Please reproduce every record exactly as written, leaving out the pictures.
Supplied data Start Marker
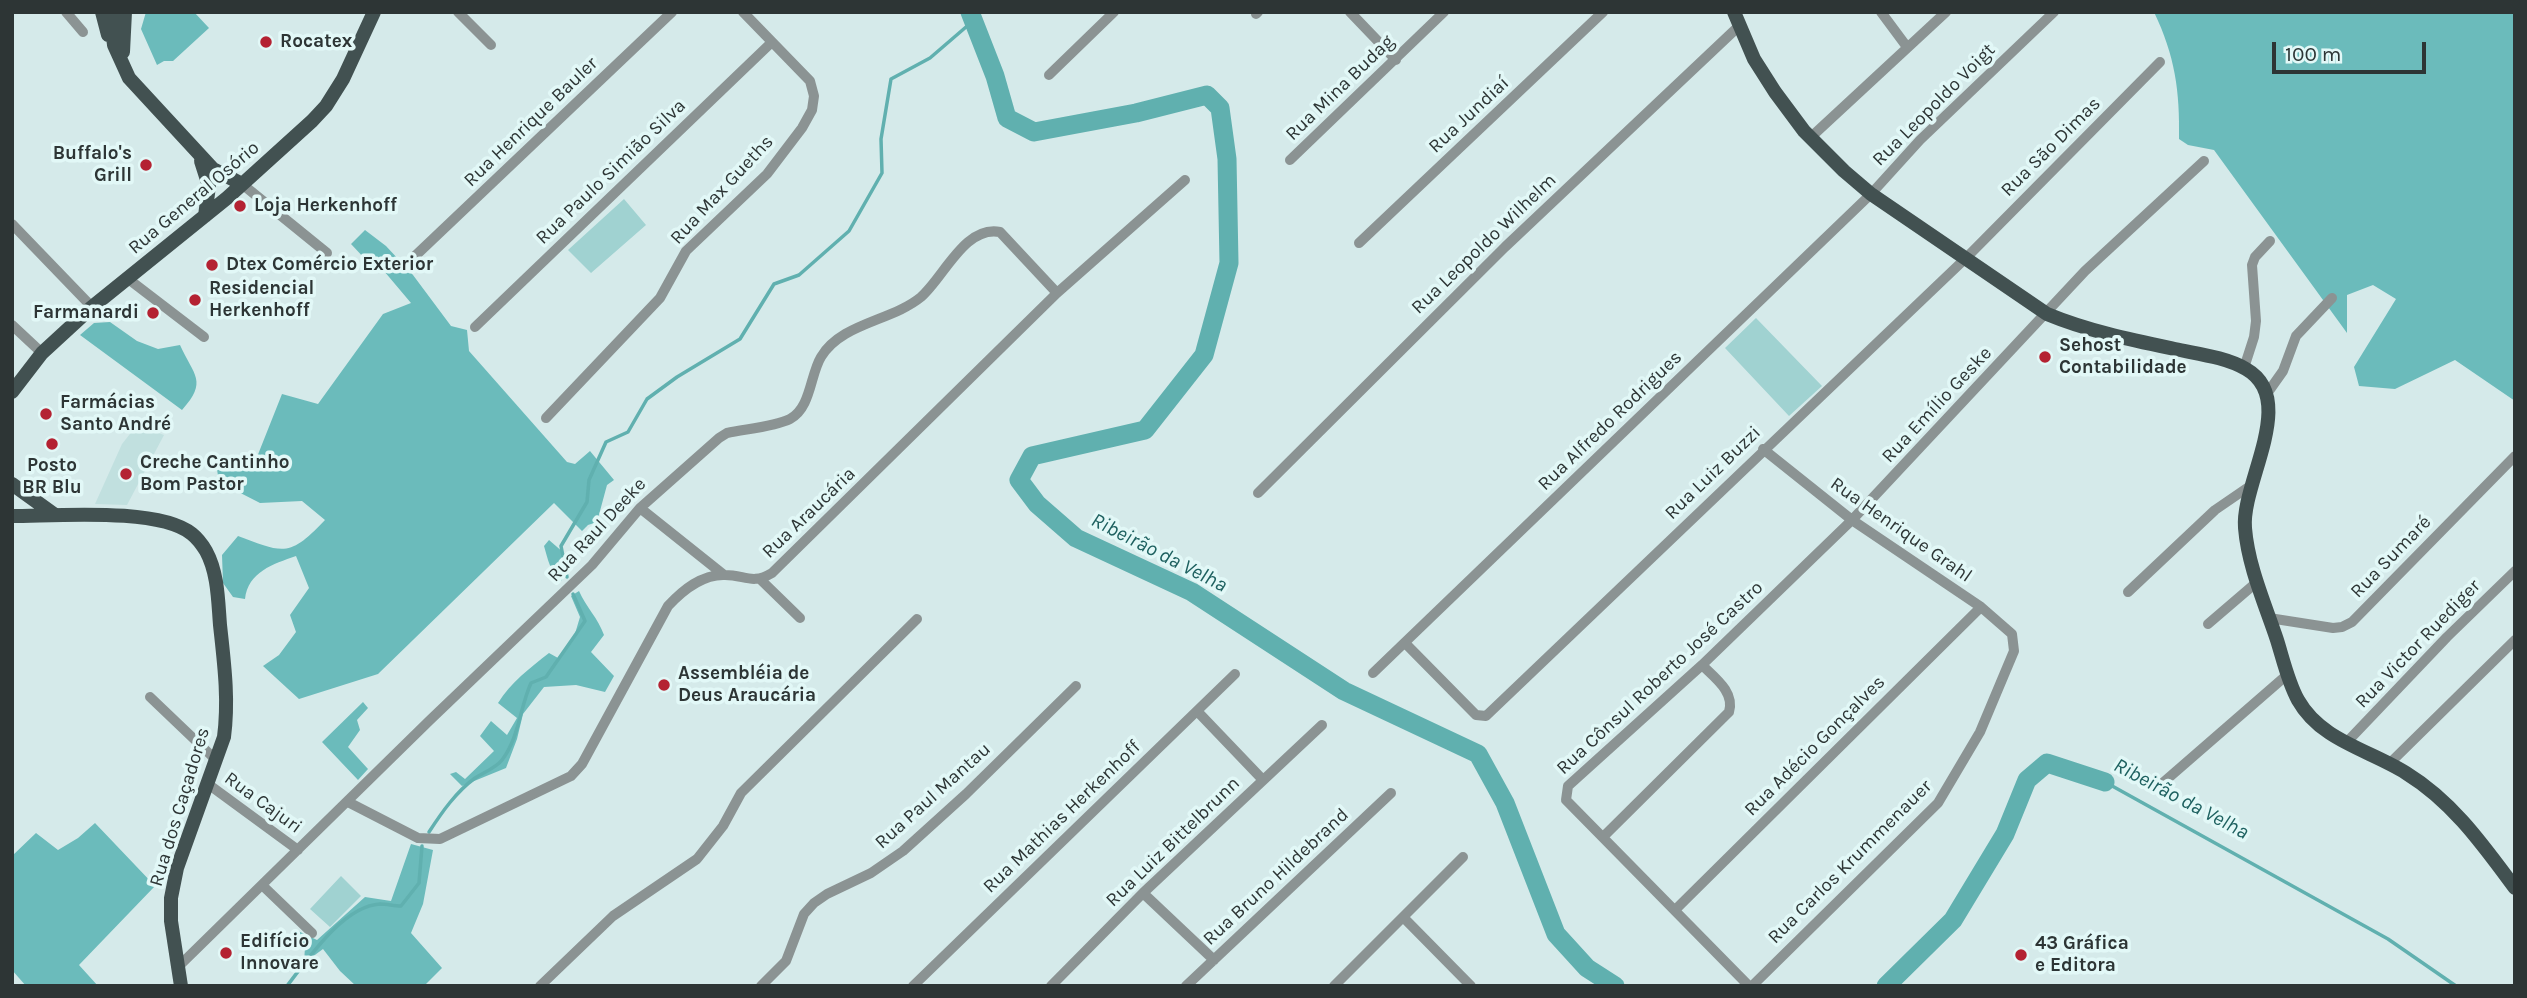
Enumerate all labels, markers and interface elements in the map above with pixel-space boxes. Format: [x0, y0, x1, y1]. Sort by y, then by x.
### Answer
scale bar [2275, 28, 2429, 72]
street label: Rua Mina Budag [1281, 30, 1399, 146]
place label: Rocatex [280, 31, 352, 53]
marker: Rocatex [258, 34, 274, 50]
street label: Rua Leopoldo Voigt [1868, 39, 2000, 171]
text: 100 m [2285, 42, 2342, 66]
street label: Rua Henrique Bauler [459, 52, 603, 192]
street label: Rua Jundiaí [1424, 72, 1514, 158]
street label: Rua São Dimas [1996, 92, 2106, 202]
street label: Rua Paulo Simião Silva [531, 95, 691, 249]
street label: Rua Max Gueths [666, 131, 778, 249]
street label: Rua General Osório [124, 137, 264, 259]
place label: Buffalo's Grill [53, 143, 132, 187]
marker: Buffalo's Grill [138, 157, 154, 173]
street label: Rua Leopoldo Wilhelm [1407, 169, 1561, 319]
place label: Loja Herkenhoff [254, 195, 397, 217]
marker: Loja Herkenhoff [232, 198, 248, 214]
place label: Dtex Comércio Exterior [226, 254, 433, 276]
marker: Dtex Comércio Exterior [204, 257, 220, 273]
place label: Residencial Herkenhoff [209, 278, 314, 322]
marker: Residencial Herkenhoff [187, 292, 203, 308]
place label: Farmanardi [33, 302, 139, 324]
marker: Farmanardi [145, 305, 161, 321]
place label: Sehost Contabilidade [2059, 335, 2187, 379]
street label: Rua Emílio Geske [1877, 342, 1997, 468]
street label: Rua Alfredo Rodrigues [1533, 346, 1687, 496]
marker: Sehost Contabilidade [2037, 349, 2053, 365]
place label: Farmácias Santo André [60, 392, 171, 436]
marker: Farmácias Santo André [38, 406, 54, 422]
street label: Rua Luiz Buzzi [1660, 421, 1766, 525]
marker: Posto BR Blu [44, 436, 60, 452]
place label: Creche Cantinho Bom Pastor [140, 452, 289, 496]
place label: Posto BR Blu [22, 455, 82, 499]
street label: Rua Araucária [758, 463, 860, 563]
marker: Creche Cantinho Bom Pastor [118, 466, 134, 482]
street label: Rua Raul Deeke [543, 473, 651, 587]
street label: Rua Henrique Grahl [1826, 473, 1976, 587]
water label: Ribeirão da Velha [1087, 508, 1231, 598]
street label: Rua Sumaré [2346, 511, 2436, 603]
street label: Rua Victor Ruediger [2351, 575, 2485, 713]
street label: Rua Cônsul Roberto José Castro [1552, 576, 1768, 780]
place label: Assembléia de Deus Araucária [678, 663, 816, 707]
street label: Rua Adécio Gonçalves [1740, 671, 1890, 821]
marker: Assembléia de Deus Araucária [656, 677, 672, 693]
street label: Rua dos Caçadores [145, 725, 215, 889]
street label: Rua Mathias Herkenhoff [979, 736, 1145, 898]
street label: Rua Paul Mantau [871, 738, 995, 854]
water label: Ribeirão da Velha [2109, 753, 2253, 845]
street label: Rua Cajuri [220, 767, 306, 839]
street label: Rua Luiz Bittelbrunn [1101, 772, 1245, 912]
street label: Rua Carlos Krummenauer [1763, 775, 1937, 949]
street label: Rua Bruno Hildebrand [1199, 804, 1353, 950]
place label: Edifício Innovare [240, 931, 319, 975]
place label: 43 Gráfica e Editora [2035, 933, 2129, 977]
marker: Edifício Innovare [218, 945, 234, 961]
marker: 43 Gráfica e Editora [2013, 947, 2029, 963]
Supplied data End Marker
Finished task ▸
Enumerate all labels, markers and interface elements in the map above with pixel-space boxes. Format: [x0, y0, x1, y1]. Sort by y, then by x.
### Answer
scale bar [2275, 28, 2429, 72]
street label: Rua Mina Budag [1281, 30, 1399, 146]
place label: Rocatex [280, 31, 352, 53]
marker: Rocatex [258, 34, 274, 50]
street label: Rua Leopoldo Voigt [1868, 39, 2000, 171]
text: 100 m [2285, 42, 2342, 66]
street label: Rua Henrique Bauler [459, 52, 603, 192]
street label: Rua Jundiaí [1424, 72, 1514, 158]
street label: Rua São Dimas [1996, 92, 2106, 202]
street label: Rua Paulo Simião Silva [531, 95, 691, 249]
street label: Rua Max Gueths [666, 131, 778, 249]
street label: Rua General Osório [124, 137, 264, 259]
place label: Buffalo's Grill [53, 143, 132, 187]
marker: Buffalo's Grill [138, 157, 154, 173]
street label: Rua Leopoldo Wilhelm [1407, 169, 1561, 319]
place label: Loja Herkenhoff [254, 195, 397, 217]
marker: Loja Herkenhoff [232, 198, 248, 214]
place label: Dtex Comércio Exterior [226, 254, 433, 276]
marker: Dtex Comércio Exterior [204, 257, 220, 273]
place label: Residencial Herkenhoff [209, 278, 314, 322]
marker: Residencial Herkenhoff [187, 292, 203, 308]
place label: Farmanardi [33, 302, 139, 324]
marker: Farmanardi [145, 305, 161, 321]
place label: Sehost Contabilidade [2059, 335, 2187, 379]
street label: Rua Emílio Geske [1877, 342, 1997, 468]
street label: Rua Alfredo Rodrigues [1533, 346, 1687, 496]
marker: Sehost Contabilidade [2037, 349, 2053, 365]
place label: Farmácias Santo André [60, 392, 171, 436]
marker: Farmácias Santo André [38, 406, 54, 422]
street label: Rua Luiz Buzzi [1660, 421, 1766, 525]
marker: Posto BR Blu [44, 436, 60, 452]
place label: Creche Cantinho Bom Pastor [140, 452, 289, 496]
place label: Posto BR Blu [22, 455, 82, 499]
street label: Rua Araucária [758, 463, 860, 563]
marker: Creche Cantinho Bom Pastor [118, 466, 134, 482]
street label: Rua Raul Deeke [543, 473, 651, 587]
street label: Rua Henrique Grahl [1826, 473, 1976, 587]
water label: Ribeirão da Velha [1087, 508, 1231, 598]
street label: Rua Sumaré [2346, 511, 2436, 603]
street label: Rua Victor Ruediger [2351, 575, 2485, 713]
street label: Rua Cônsul Roberto José Castro [1552, 576, 1768, 780]
place label: Assembléia de Deus Araucária [678, 663, 816, 707]
street label: Rua Adécio Gonçalves [1740, 671, 1890, 821]
marker: Assembléia de Deus Araucária [656, 677, 672, 693]
street label: Rua dos Caçadores [145, 725, 215, 889]
street label: Rua Mathias Herkenhoff [979, 736, 1145, 898]
street label: Rua Paul Mantau [871, 738, 995, 854]
water label: Ribeirão da Velha [2109, 753, 2253, 845]
street label: Rua Cajuri [220, 767, 306, 839]
street label: Rua Luiz Bittelbrunn [1101, 772, 1245, 912]
street label: Rua Carlos Krummenauer [1763, 775, 1937, 949]
street label: Rua Bruno Hildebrand [1199, 804, 1353, 950]
place label: Edifício Innovare [240, 931, 319, 975]
place label: 43 Gráfica e Editora [2035, 933, 2129, 977]
marker: Edifício Innovare [218, 945, 234, 961]
marker: 43 Gráfica e Editora [2013, 947, 2029, 963]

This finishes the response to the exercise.